▶ _Supplied material_
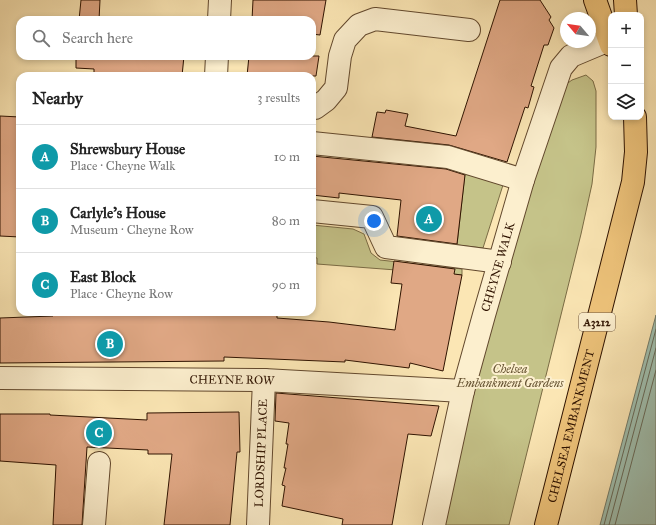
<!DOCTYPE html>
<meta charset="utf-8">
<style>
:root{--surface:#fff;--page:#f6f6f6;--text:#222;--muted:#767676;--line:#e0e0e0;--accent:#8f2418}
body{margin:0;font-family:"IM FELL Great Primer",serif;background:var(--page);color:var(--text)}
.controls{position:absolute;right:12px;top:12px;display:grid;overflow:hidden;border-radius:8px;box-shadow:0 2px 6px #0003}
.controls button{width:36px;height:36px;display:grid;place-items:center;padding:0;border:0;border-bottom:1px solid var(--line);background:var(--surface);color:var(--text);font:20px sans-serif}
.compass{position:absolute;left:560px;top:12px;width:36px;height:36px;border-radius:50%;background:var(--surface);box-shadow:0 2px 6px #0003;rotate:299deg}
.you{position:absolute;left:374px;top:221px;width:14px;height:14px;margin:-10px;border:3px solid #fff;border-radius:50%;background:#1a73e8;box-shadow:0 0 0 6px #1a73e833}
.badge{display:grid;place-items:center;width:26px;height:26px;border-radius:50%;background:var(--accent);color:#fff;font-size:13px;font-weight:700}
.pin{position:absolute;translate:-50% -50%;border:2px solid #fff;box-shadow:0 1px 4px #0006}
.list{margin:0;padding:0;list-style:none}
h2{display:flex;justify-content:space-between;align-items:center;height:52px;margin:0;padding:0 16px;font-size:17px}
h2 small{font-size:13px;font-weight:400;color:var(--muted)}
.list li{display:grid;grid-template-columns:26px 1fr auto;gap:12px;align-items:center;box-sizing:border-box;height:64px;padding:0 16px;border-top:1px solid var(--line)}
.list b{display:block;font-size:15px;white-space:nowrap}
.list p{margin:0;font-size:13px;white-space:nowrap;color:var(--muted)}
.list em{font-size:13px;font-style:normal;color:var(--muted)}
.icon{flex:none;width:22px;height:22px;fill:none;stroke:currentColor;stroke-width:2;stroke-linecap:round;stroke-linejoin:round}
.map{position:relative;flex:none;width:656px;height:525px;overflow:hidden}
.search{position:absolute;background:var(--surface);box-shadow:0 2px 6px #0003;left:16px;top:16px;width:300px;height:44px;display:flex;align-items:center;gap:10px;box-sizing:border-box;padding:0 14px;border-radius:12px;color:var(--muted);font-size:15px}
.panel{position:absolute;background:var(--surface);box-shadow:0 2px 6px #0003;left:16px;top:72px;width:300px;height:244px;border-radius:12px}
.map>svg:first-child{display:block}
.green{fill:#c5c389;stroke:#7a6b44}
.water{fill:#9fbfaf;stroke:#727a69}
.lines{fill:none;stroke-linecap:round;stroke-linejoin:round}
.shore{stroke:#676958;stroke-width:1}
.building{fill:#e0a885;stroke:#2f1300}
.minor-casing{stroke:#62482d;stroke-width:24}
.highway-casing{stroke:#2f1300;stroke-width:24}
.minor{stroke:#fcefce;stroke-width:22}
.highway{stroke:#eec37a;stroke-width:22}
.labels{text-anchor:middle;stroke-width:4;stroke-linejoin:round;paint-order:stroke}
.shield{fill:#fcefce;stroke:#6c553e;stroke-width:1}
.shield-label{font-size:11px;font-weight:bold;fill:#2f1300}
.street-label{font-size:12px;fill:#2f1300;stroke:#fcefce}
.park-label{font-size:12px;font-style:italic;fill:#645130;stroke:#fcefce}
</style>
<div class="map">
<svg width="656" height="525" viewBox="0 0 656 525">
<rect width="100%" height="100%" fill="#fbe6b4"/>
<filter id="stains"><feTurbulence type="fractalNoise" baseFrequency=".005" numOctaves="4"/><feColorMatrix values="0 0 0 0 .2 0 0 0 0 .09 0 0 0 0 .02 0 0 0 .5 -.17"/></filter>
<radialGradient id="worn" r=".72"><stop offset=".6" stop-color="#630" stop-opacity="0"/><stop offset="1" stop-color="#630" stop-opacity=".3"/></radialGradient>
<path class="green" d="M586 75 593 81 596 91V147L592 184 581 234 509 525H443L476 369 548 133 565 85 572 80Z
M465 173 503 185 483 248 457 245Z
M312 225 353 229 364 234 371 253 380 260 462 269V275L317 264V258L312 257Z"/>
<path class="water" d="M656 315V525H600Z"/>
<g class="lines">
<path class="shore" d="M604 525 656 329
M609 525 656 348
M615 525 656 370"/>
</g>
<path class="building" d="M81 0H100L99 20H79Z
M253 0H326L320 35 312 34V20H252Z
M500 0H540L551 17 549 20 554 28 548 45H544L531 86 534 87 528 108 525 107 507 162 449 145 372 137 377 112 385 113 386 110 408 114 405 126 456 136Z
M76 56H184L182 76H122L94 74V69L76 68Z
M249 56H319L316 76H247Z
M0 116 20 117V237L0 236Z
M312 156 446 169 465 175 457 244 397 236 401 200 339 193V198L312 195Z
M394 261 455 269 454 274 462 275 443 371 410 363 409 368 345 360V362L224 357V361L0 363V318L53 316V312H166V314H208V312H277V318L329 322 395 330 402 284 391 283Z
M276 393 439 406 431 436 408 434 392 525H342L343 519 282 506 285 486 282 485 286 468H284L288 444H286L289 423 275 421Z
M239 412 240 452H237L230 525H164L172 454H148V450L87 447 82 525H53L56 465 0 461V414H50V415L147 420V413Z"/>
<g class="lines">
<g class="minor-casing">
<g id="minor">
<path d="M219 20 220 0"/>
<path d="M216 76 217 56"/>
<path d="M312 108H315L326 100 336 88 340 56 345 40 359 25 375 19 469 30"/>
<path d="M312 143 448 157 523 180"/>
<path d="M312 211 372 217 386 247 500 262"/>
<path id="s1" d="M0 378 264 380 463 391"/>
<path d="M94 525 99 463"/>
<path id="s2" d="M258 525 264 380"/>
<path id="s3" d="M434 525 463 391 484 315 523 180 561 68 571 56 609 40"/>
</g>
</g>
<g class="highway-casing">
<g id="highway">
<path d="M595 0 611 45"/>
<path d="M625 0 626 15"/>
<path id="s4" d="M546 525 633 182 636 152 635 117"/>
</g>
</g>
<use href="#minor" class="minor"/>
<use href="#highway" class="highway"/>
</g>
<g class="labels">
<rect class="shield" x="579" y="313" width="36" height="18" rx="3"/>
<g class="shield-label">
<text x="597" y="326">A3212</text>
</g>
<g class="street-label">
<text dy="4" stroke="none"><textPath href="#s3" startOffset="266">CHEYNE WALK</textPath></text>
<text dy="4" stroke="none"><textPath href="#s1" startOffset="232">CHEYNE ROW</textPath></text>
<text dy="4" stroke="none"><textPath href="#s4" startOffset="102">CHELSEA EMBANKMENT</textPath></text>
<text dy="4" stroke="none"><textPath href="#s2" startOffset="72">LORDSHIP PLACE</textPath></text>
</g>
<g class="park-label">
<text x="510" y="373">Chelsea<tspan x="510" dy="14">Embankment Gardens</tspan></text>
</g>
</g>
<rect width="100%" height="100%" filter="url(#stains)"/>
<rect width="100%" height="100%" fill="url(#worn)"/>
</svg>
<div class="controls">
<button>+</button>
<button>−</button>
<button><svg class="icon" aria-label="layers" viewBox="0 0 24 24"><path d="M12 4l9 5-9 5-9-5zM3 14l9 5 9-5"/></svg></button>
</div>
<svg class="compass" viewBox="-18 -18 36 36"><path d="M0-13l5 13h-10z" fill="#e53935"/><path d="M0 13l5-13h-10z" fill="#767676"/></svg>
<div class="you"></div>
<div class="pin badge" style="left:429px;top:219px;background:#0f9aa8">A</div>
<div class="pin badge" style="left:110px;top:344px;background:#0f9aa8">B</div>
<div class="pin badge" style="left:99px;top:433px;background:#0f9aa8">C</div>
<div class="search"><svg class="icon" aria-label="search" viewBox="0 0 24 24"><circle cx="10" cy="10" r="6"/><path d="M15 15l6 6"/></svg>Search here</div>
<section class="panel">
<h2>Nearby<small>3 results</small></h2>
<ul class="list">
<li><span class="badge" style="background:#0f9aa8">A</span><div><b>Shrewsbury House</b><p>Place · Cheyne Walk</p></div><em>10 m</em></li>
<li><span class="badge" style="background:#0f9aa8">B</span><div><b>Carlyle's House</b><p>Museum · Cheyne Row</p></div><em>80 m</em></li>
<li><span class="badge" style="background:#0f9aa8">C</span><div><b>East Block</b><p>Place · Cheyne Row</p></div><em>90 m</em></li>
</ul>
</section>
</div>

---

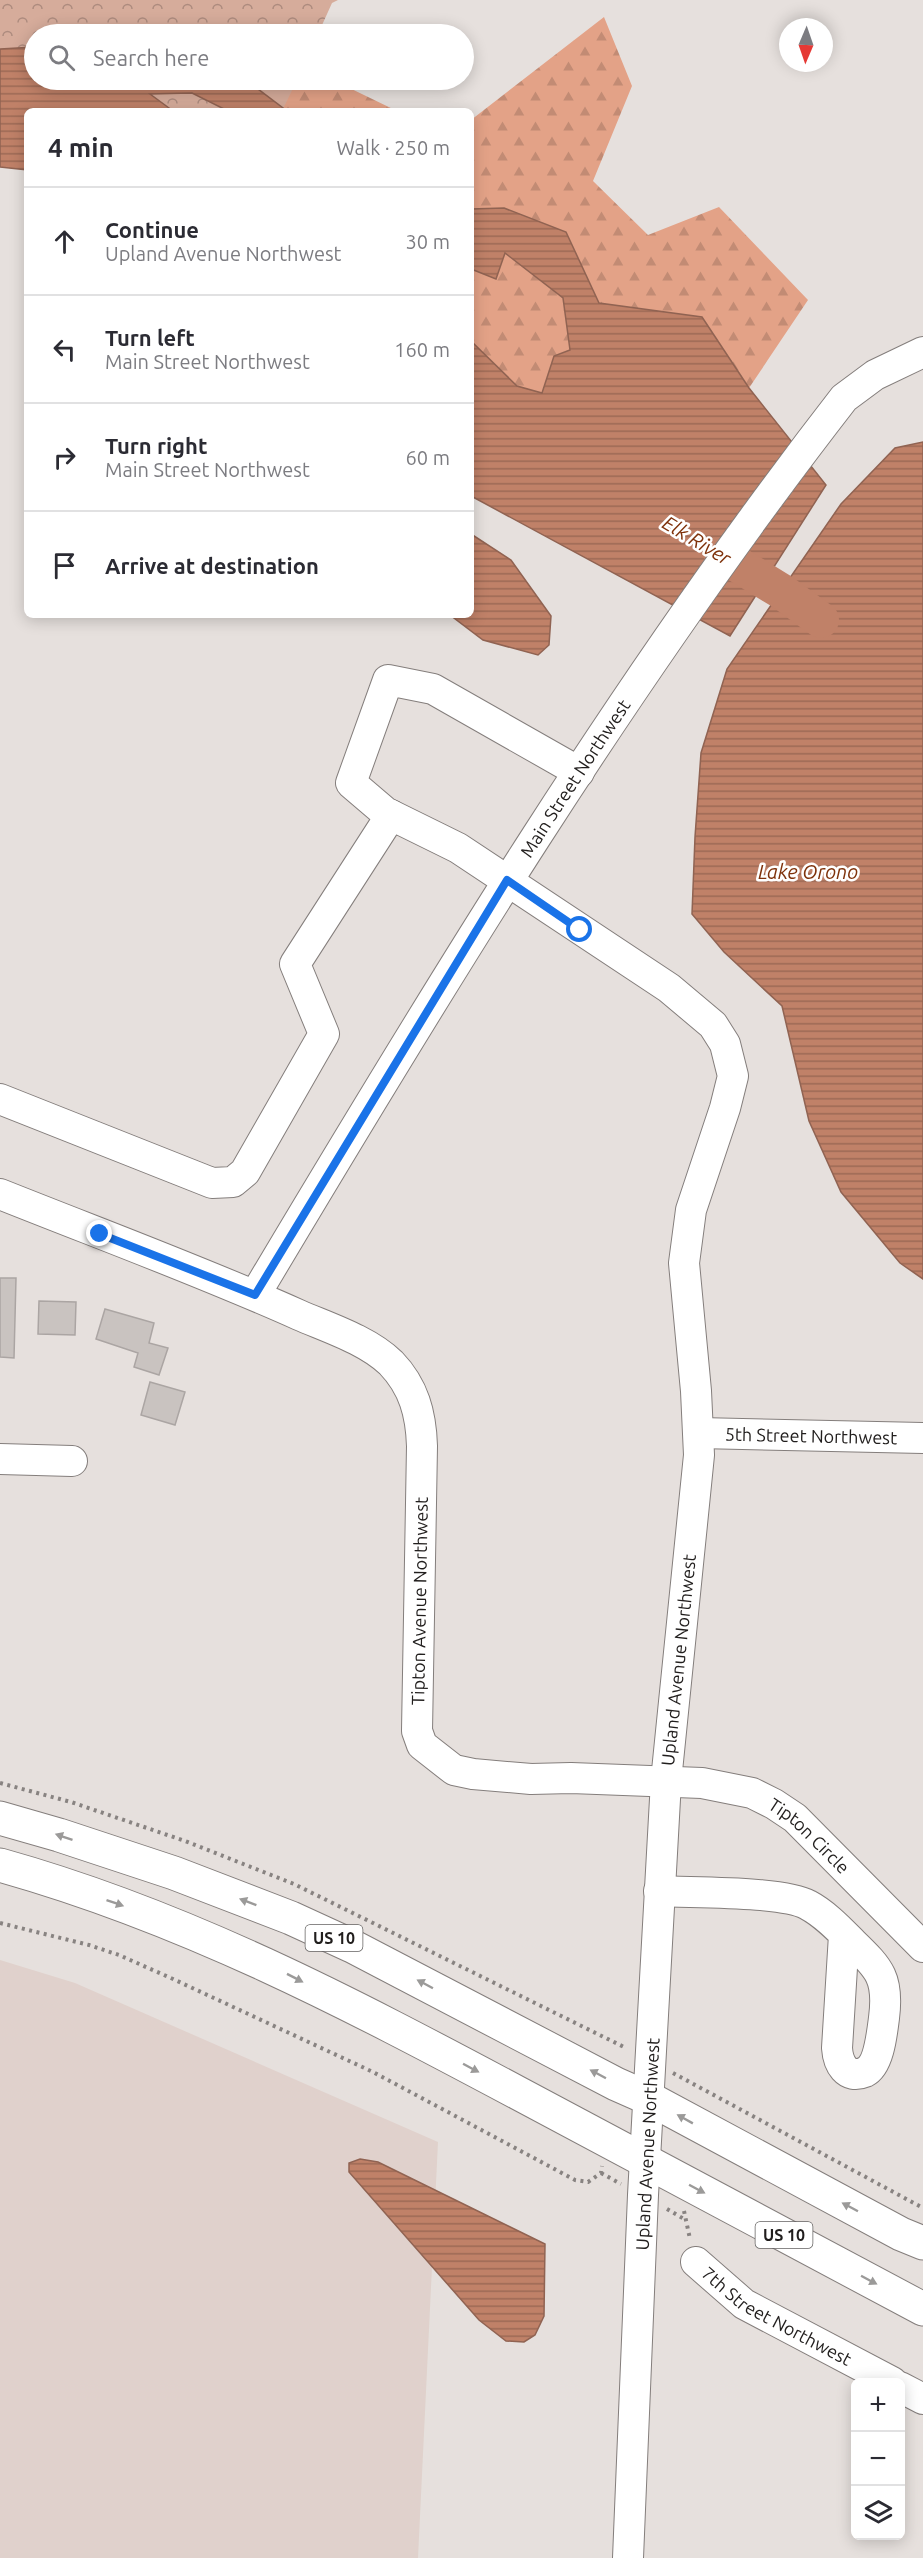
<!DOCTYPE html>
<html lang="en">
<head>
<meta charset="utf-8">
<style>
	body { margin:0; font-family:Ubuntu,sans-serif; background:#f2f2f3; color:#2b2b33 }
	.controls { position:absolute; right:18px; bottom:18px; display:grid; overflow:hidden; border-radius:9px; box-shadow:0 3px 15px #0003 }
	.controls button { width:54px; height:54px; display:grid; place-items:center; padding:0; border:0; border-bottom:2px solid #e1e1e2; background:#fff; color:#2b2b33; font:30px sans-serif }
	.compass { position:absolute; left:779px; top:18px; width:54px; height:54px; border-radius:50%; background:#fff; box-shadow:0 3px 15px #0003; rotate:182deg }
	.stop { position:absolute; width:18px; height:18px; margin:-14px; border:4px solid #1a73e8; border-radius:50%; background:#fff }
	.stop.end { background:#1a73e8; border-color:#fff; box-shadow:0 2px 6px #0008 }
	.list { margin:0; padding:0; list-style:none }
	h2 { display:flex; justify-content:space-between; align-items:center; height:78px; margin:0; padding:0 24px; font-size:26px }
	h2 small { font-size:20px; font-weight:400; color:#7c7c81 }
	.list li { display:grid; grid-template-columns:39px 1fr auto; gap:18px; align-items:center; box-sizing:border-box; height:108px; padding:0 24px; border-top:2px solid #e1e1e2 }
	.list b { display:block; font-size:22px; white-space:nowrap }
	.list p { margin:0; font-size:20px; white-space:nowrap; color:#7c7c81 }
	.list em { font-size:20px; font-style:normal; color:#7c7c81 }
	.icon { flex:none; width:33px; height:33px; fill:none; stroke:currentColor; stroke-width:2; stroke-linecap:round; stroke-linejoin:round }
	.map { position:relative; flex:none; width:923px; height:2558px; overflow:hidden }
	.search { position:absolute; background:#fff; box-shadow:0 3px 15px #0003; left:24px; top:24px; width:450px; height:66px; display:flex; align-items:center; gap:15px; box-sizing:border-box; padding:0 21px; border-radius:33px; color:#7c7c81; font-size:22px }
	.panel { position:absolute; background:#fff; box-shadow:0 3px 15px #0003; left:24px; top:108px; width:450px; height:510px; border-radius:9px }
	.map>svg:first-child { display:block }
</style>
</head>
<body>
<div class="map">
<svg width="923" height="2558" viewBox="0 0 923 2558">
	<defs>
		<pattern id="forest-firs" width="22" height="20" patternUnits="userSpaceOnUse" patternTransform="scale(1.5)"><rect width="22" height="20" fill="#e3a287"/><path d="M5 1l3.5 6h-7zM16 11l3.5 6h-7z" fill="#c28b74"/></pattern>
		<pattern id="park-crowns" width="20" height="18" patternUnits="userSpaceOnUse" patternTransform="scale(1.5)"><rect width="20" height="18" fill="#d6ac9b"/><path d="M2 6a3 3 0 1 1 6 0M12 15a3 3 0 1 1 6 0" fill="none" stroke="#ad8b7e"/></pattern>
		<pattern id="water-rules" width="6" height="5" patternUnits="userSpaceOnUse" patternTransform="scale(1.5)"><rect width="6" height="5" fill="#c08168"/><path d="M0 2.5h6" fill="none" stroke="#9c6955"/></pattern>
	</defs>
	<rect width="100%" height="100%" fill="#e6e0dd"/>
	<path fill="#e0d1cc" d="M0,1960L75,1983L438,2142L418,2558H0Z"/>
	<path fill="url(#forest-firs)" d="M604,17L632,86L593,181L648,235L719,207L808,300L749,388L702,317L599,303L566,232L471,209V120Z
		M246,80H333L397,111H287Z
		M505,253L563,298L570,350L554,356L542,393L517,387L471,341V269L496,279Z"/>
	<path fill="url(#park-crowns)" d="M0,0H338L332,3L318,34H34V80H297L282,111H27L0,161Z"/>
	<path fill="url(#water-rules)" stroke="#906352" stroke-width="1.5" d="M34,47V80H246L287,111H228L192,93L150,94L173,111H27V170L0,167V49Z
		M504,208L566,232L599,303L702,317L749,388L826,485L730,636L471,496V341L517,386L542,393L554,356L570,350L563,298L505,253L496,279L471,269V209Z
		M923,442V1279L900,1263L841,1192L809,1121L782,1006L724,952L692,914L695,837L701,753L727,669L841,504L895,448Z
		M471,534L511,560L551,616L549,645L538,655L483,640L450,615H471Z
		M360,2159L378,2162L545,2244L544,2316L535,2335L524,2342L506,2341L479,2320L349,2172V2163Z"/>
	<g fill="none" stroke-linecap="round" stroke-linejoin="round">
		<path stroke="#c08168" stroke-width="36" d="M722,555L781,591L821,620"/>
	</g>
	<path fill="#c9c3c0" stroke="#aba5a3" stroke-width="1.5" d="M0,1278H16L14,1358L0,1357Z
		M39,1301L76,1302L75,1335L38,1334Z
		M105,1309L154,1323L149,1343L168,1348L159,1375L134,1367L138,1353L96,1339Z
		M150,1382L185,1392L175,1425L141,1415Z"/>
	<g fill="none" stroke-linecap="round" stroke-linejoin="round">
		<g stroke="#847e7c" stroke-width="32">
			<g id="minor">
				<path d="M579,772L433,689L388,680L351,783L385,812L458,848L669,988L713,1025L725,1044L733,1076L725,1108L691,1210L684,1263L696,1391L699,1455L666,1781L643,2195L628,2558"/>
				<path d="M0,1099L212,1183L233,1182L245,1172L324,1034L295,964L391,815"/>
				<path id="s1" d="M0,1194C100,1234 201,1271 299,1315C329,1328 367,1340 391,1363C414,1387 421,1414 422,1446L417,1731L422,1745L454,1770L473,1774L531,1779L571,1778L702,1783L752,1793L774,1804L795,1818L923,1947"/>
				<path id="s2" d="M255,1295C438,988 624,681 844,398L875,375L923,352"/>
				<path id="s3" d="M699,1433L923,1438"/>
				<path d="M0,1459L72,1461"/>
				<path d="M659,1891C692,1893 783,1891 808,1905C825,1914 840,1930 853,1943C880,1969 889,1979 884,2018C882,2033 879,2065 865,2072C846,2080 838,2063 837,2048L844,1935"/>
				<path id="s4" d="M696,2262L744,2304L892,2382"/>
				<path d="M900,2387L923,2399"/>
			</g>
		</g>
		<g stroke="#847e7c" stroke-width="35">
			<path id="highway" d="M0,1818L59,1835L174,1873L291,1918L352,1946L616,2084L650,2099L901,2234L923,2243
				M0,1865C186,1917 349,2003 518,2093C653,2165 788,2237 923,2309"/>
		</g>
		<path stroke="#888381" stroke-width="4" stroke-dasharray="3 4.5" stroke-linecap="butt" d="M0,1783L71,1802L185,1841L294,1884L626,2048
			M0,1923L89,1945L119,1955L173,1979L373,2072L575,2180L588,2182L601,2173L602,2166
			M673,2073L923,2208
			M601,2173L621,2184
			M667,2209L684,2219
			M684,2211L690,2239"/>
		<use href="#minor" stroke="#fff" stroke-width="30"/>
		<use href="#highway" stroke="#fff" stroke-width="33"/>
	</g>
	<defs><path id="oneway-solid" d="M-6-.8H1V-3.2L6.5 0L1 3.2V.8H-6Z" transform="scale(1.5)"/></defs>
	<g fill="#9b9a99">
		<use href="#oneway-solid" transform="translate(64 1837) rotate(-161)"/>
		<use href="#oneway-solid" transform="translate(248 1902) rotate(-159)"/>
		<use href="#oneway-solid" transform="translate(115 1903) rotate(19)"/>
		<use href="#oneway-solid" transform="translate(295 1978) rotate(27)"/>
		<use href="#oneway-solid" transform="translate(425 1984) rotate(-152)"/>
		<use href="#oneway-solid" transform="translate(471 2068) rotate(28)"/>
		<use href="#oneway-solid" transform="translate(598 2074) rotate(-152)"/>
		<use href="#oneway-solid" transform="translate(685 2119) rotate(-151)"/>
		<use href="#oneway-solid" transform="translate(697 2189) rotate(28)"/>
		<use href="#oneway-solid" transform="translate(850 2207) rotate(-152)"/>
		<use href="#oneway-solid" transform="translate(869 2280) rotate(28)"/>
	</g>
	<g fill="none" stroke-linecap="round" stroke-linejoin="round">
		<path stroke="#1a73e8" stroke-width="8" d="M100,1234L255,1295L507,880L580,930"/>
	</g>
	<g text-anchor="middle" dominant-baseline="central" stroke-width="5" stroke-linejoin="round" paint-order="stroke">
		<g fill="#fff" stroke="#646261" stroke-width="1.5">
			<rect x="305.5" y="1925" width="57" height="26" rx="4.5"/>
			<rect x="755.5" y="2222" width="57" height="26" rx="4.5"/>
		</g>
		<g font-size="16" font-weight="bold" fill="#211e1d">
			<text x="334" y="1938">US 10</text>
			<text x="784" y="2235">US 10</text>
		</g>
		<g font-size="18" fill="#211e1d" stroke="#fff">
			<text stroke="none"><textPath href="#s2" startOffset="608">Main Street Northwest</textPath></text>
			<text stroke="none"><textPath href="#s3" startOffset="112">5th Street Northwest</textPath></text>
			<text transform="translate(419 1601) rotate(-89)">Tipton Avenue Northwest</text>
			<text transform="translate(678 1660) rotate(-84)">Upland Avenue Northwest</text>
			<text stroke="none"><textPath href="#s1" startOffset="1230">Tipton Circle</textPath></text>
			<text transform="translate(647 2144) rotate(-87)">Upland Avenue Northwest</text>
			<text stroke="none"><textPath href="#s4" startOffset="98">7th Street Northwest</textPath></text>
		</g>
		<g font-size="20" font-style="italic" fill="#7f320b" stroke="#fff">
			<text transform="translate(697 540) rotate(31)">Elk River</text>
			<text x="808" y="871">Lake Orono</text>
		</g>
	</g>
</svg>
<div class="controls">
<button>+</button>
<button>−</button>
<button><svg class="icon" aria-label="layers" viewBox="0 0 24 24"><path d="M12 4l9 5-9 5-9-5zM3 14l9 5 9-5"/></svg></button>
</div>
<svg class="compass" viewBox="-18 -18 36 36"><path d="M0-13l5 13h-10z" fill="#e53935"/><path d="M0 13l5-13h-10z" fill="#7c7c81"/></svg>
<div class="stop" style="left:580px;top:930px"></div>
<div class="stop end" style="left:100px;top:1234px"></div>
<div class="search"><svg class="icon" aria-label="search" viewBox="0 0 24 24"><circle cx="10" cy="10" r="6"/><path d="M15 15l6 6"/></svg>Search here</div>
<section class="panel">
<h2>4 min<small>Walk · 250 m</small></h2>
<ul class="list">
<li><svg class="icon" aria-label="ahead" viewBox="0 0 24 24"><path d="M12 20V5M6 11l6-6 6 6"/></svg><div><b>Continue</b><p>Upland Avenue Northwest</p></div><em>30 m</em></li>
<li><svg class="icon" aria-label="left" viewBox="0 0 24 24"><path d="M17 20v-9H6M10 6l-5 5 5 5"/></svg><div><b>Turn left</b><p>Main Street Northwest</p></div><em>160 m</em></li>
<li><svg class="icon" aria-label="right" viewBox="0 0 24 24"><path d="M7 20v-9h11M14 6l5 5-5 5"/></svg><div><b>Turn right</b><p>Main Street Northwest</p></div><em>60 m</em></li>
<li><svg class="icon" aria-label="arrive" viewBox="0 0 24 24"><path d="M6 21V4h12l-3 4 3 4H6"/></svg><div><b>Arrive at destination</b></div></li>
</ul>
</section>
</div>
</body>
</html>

▶ _Your assignment_
Your answer should be one number: how many lines above include the word "worn".

▶ _Result of this exercise_
2